(Stored data entries)
-*-

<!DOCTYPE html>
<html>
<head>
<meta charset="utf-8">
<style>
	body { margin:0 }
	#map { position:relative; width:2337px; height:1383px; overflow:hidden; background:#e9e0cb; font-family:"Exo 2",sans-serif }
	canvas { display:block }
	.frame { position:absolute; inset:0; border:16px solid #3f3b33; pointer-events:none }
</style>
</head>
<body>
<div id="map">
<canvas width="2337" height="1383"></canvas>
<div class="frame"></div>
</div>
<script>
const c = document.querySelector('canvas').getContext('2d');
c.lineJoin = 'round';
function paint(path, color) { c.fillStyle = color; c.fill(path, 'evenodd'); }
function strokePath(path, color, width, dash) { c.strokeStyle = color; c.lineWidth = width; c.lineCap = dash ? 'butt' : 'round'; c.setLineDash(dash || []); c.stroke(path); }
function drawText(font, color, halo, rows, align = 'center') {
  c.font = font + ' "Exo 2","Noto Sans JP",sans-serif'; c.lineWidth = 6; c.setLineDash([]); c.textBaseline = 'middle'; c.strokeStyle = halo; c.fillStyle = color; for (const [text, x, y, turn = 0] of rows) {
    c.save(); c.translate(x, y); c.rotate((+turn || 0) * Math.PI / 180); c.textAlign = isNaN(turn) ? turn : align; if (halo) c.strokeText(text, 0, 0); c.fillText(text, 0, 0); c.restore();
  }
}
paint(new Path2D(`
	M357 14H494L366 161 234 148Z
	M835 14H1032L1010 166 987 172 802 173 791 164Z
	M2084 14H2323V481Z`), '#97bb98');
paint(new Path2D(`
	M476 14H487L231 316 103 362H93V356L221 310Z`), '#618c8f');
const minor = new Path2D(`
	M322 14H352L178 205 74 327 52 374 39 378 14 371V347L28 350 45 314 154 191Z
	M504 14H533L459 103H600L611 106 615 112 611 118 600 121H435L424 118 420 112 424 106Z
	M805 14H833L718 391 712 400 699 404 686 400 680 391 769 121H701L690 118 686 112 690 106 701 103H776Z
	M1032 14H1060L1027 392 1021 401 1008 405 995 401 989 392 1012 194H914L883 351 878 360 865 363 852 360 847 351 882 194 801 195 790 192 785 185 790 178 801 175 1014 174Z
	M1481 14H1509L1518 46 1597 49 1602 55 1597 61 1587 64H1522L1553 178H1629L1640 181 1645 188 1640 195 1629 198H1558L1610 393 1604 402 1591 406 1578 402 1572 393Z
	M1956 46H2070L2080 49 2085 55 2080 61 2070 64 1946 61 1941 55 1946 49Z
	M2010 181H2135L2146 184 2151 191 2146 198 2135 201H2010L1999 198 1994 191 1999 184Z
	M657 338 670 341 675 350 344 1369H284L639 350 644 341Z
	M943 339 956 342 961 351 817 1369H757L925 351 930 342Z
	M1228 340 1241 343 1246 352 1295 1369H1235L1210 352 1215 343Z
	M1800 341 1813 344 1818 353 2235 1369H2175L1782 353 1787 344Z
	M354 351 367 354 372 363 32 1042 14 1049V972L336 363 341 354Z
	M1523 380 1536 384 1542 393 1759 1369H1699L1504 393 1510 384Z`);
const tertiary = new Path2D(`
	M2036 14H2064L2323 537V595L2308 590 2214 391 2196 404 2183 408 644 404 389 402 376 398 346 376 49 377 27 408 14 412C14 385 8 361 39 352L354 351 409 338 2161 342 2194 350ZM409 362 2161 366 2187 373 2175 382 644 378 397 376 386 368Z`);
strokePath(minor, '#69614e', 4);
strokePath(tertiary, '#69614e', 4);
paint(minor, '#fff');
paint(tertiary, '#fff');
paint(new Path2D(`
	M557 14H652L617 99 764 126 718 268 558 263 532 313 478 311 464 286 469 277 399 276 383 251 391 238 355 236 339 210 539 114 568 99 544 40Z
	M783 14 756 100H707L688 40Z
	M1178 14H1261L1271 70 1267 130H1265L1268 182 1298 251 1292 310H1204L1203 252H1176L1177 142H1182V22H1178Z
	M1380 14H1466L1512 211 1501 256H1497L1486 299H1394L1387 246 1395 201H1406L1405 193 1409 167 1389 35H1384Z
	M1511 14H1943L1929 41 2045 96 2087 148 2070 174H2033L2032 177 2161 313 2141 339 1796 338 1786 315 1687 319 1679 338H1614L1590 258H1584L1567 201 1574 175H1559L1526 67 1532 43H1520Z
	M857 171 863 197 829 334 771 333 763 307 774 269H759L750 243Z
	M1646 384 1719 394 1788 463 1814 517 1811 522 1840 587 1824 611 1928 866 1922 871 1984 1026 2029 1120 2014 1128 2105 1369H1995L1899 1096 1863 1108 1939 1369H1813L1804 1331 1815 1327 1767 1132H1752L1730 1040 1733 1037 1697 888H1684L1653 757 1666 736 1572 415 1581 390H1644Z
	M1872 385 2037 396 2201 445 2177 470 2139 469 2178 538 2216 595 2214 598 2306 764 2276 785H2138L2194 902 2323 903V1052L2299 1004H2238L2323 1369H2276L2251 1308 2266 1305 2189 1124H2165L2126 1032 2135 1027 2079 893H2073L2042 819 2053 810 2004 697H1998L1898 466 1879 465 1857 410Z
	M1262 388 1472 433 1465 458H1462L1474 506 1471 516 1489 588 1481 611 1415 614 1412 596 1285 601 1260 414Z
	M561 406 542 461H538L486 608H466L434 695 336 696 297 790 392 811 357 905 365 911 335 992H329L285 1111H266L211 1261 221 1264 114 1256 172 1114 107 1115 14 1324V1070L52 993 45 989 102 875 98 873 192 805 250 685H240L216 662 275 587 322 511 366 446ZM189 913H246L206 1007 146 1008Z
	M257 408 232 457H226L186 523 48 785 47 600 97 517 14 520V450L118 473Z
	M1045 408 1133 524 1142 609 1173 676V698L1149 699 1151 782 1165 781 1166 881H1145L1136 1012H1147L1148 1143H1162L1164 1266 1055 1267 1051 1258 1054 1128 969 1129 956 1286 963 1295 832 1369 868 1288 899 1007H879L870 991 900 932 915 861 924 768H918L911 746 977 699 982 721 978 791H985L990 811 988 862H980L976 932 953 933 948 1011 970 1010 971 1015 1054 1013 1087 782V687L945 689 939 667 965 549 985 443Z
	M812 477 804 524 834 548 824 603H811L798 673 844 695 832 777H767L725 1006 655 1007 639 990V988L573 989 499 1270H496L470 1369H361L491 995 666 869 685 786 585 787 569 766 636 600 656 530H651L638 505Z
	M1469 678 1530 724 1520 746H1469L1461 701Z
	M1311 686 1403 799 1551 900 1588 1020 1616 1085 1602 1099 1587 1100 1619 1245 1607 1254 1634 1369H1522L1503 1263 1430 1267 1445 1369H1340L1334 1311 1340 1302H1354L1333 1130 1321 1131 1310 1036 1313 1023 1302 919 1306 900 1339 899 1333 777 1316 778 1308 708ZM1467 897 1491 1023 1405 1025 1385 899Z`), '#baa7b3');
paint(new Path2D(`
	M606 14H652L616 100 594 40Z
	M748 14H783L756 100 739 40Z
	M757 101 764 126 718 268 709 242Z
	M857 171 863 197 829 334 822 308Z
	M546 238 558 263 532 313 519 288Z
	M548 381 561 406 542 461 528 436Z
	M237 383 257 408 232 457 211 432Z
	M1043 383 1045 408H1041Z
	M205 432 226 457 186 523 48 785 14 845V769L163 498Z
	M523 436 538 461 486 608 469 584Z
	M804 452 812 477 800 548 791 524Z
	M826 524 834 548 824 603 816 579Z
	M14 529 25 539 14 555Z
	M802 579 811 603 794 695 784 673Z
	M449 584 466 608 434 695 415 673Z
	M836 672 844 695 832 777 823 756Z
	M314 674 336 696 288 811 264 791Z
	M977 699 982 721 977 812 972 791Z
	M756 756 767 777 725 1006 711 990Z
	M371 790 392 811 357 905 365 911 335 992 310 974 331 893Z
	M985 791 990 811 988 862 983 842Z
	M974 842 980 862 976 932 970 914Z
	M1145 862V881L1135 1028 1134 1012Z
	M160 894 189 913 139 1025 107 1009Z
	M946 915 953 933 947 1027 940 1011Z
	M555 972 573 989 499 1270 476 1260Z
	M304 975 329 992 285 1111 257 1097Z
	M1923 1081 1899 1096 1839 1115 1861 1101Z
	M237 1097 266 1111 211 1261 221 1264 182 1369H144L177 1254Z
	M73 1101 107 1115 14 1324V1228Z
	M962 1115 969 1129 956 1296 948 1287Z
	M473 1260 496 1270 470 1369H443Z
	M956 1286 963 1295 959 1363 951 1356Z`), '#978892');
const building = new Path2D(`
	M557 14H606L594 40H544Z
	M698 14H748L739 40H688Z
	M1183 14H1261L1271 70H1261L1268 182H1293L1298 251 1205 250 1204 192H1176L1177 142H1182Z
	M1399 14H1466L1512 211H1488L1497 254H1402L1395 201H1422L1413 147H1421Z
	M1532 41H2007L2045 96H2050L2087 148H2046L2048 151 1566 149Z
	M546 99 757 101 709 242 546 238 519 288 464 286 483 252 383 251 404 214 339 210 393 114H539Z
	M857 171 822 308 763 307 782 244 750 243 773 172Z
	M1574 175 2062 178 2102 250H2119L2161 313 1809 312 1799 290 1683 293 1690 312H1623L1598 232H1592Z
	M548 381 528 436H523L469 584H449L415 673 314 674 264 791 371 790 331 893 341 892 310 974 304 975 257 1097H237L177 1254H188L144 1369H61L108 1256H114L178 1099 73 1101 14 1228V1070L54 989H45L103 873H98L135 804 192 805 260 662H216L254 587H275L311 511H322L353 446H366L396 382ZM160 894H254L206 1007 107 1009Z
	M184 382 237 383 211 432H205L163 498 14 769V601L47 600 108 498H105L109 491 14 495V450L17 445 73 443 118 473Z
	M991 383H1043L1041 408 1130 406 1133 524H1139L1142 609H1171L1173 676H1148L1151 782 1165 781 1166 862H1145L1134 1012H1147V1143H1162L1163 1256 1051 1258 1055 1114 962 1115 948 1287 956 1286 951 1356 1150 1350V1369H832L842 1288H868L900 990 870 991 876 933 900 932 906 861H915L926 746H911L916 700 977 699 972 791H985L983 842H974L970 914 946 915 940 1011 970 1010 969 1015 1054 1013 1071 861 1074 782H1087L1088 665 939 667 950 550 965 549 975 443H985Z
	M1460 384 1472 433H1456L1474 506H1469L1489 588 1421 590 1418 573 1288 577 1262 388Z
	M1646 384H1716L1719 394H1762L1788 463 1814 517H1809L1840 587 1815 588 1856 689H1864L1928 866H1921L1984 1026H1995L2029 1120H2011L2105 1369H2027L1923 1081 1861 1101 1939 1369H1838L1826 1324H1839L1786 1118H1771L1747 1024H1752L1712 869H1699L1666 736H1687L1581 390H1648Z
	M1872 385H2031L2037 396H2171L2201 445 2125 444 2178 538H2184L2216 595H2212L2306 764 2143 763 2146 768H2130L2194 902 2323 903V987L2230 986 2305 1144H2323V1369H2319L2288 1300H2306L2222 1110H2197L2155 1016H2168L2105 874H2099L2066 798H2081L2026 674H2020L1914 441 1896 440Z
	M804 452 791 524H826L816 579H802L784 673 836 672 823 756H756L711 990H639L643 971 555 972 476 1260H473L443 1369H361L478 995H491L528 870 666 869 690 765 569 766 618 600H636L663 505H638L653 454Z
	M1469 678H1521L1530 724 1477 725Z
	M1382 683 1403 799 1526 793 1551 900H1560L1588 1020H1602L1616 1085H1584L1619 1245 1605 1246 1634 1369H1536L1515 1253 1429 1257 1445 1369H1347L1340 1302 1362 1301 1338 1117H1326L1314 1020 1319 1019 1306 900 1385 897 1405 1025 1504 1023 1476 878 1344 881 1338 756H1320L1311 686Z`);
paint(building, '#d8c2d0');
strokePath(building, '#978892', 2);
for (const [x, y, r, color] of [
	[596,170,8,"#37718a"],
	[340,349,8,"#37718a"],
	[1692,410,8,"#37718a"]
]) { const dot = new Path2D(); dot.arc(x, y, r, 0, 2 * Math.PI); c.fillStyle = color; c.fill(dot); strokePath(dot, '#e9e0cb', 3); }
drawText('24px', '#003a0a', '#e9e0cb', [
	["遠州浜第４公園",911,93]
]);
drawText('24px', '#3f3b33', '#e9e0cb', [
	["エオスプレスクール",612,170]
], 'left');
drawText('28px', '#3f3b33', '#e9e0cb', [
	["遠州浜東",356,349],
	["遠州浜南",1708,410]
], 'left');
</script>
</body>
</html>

-*-

Find the lines above holding the word "canvas" and show them.

	canvas { display:block }
<canvas width="2337" height="1383"></canvas>
const c = document.querySelector('canvas').getContext('2d');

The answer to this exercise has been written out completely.